G-protein-coupled receptors (GPCRs) are important drug targets and are involved in a wide variety of physiology and diseases. Crucially, there are still more than 140 orphan GPCRs, and deciphering their function remains a priority for pharmaceutical sciences. Research on orphan GPCRs has concentrated mainly on the identification of their natural ligands, whereas mounting data suggest additional ligand-independent functions for these receptors. Here we report the identification of ligand-independent (constitutive) basal activities of the orphan receptor GPRS. To analyze agonist-independent receptor activity, we generated doxycycline-inducible stable cell lines expressing the untagged wild-type receptor. Using these cell lines, we searched for receptor-dependent changes in the levels of second messengers or byproducts of G-protein signaling (cAMP and inositol phosphate IP1, a breakdown product of IP3). Adenylyl cyclases are primarily activated by Gαs, but can also be differentially regulated by Gβγ or Ca2+, so it is important to assay downstream activation of both Gαi/o and Gαq/11 pathways, respectively. For assaying Gαi/o activity, the cells were simultaneously treated with forskolin to increase basal cAMP levels. To evaluate Gαq/11 activity, we quantified IP1 levels.

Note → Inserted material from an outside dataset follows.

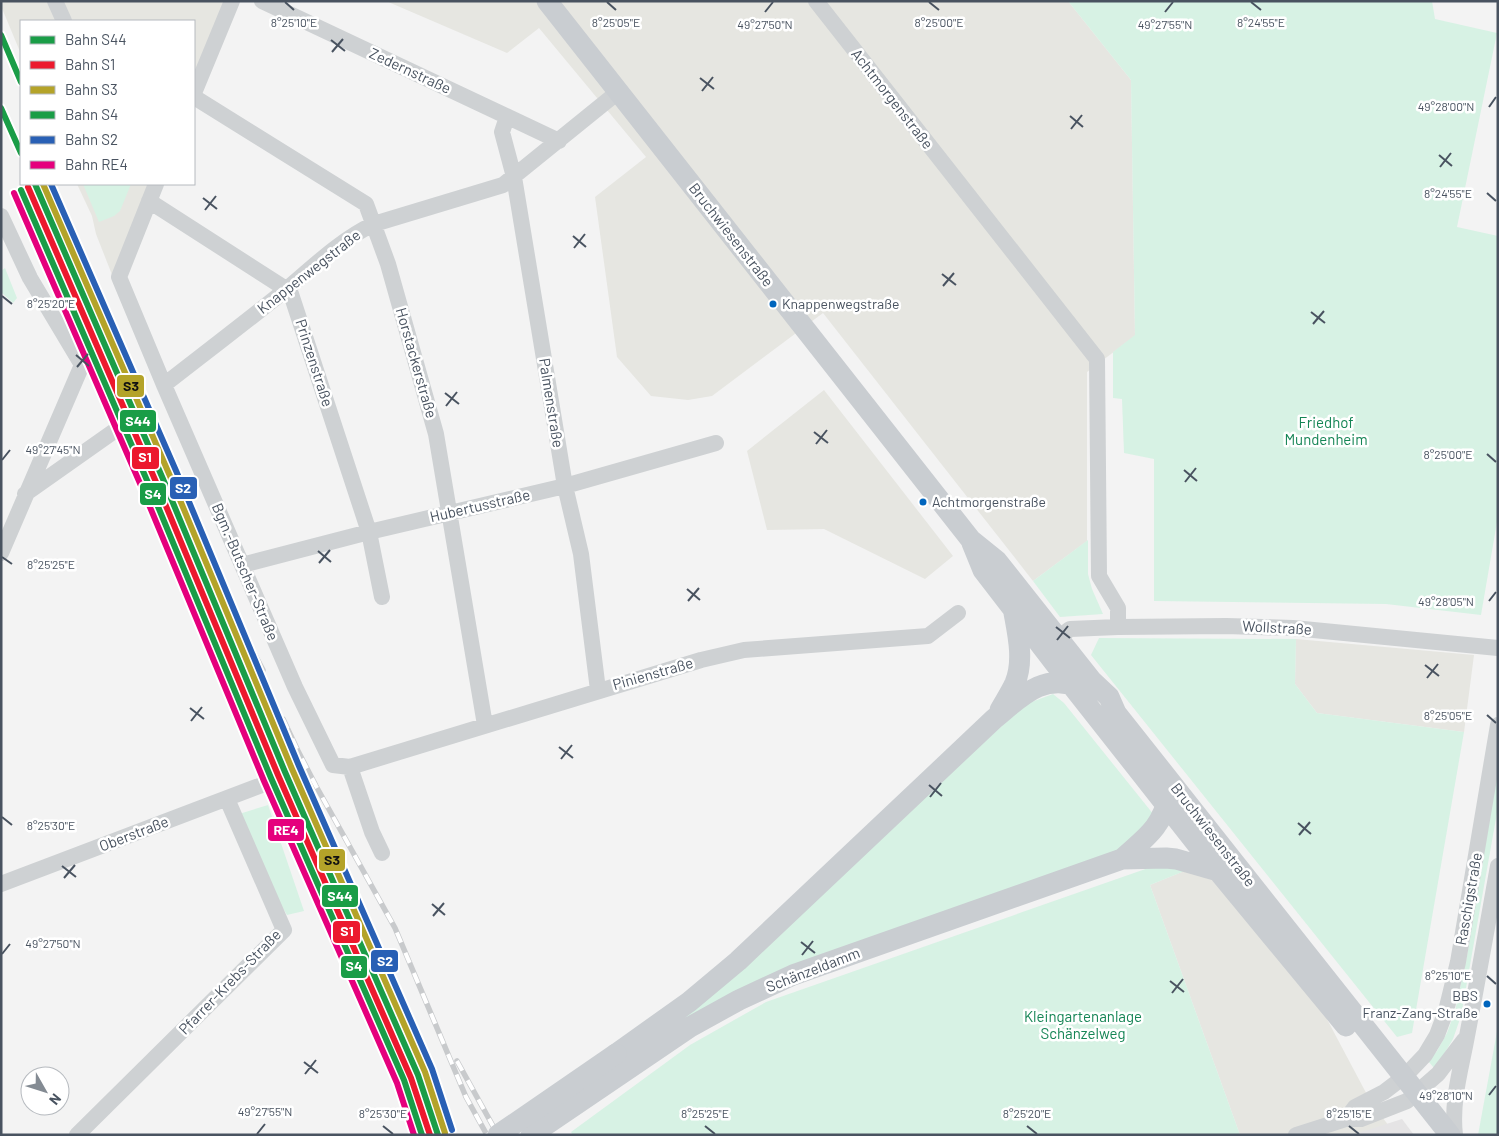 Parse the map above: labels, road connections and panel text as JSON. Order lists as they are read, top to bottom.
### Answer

We observed that the receptor was strongly induced upon doxycycline treatment. Out of the assay formats for measuring cAMP and IP1 levels, we only detected a significant reduction of cAMP levels in induced cells. To confirm whether the observed reduction of cAMP is caused by the receptor itself, we further analyzed inducible cell lines expressing a mutant receptor that contains a point mutation at the highly conserved DRYxxV motif (a sequence considered to be required for coupling of GPCRs to the partner G-proteins). Importantly, no appreciable reduction of cAMP was detected when the mutant receptor was induced, while the increase in protein levels was similar to the wild-type receptor. We conclude that the orphan receptor GPRS has an agonist-independent basal activity that leads to the reduction of cAMP.